::: MATERIAL SHOWN
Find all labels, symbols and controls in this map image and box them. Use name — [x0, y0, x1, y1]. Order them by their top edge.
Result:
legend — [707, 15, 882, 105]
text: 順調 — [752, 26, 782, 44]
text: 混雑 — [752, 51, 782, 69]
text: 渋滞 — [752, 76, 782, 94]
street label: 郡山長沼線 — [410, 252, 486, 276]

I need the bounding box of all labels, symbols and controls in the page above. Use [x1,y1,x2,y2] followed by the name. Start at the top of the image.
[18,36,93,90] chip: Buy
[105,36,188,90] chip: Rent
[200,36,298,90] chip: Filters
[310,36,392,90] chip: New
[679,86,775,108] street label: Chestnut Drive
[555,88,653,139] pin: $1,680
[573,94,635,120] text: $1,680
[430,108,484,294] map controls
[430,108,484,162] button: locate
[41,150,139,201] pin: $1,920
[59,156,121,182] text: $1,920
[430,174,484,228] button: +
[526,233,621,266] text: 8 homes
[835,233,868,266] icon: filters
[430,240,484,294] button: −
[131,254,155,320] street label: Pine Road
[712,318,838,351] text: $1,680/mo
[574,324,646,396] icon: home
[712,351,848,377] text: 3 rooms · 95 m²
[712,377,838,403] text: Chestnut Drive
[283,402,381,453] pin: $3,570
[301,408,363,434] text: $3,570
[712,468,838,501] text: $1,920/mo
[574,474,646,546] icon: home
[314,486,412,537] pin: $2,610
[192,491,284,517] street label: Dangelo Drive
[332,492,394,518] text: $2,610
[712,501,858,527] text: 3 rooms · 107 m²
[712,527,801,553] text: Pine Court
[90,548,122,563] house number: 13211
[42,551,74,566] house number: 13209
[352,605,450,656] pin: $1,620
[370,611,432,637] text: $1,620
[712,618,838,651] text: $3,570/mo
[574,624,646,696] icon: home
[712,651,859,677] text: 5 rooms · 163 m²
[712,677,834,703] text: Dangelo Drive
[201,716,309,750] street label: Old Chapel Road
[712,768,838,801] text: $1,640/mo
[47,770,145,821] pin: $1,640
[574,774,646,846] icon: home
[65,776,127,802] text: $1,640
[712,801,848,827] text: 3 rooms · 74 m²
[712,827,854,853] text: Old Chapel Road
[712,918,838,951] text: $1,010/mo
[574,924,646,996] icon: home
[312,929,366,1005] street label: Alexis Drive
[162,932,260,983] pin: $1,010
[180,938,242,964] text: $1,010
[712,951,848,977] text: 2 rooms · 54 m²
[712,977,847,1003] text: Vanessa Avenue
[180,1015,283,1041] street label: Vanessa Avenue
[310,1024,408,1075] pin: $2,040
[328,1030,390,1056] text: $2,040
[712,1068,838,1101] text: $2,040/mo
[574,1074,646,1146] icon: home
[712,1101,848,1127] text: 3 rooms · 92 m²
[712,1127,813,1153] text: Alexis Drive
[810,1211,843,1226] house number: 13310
::::::
WORK ITEM: Return exactly the lines from the one containing "I need the bounding" to the last line of the data, and nothing more.

RESULT OF THE EXERCISE:
I need the bounding box of all labels, symbols and controls in the page above. Use [x1,y1,x2,y2] followed by the name. Start at the top of the image.
[18,36,93,90] chip: Buy
[105,36,188,90] chip: Rent
[200,36,298,90] chip: Filters
[310,36,392,90] chip: New
[679,86,775,108] street label: Chestnut Drive
[555,88,653,139] pin: $1,680
[573,94,635,120] text: $1,680
[430,108,484,294] map controls
[430,108,484,162] button: locate
[41,150,139,201] pin: $1,920
[59,156,121,182] text: $1,920
[430,174,484,228] button: +
[526,233,621,266] text: 8 homes
[835,233,868,266] icon: filters
[430,240,484,294] button: −
[131,254,155,320] street label: Pine Road
[712,318,838,351] text: $1,680/mo
[574,324,646,396] icon: home
[712,351,848,377] text: 3 rooms · 95 m²
[712,377,838,403] text: Chestnut Drive
[283,402,381,453] pin: $3,570
[301,408,363,434] text: $3,570
[712,468,838,501] text: $1,920/mo
[574,474,646,546] icon: home
[314,486,412,537] pin: $2,610
[192,491,284,517] street label: Dangelo Drive
[332,492,394,518] text: $2,610
[712,501,858,527] text: 3 rooms · 107 m²
[712,527,801,553] text: Pine Court
[90,548,122,563] house number: 13211
[42,551,74,566] house number: 13209
[352,605,450,656] pin: $1,620
[370,611,432,637] text: $1,620
[712,618,838,651] text: $3,570/mo
[574,624,646,696] icon: home
[712,651,859,677] text: 5 rooms · 163 m²
[712,677,834,703] text: Dangelo Drive
[201,716,309,750] street label: Old Chapel Road
[712,768,838,801] text: $1,640/mo
[47,770,145,821] pin: $1,640
[574,774,646,846] icon: home
[65,776,127,802] text: $1,640
[712,801,848,827] text: 3 rooms · 74 m²
[712,827,854,853] text: Old Chapel Road
[712,918,838,951] text: $1,010/mo
[574,924,646,996] icon: home
[312,929,366,1005] street label: Alexis Drive
[162,932,260,983] pin: $1,010
[180,938,242,964] text: $1,010
[712,951,848,977] text: 2 rooms · 54 m²
[712,977,847,1003] text: Vanessa Avenue
[180,1015,283,1041] street label: Vanessa Avenue
[310,1024,408,1075] pin: $2,040
[328,1030,390,1056] text: $2,040
[712,1068,838,1101] text: $2,040/mo
[574,1074,646,1146] icon: home
[712,1101,848,1127] text: 3 rooms · 92 m²
[712,1127,813,1153] text: Alexis Drive
[810,1211,843,1226] house number: 13310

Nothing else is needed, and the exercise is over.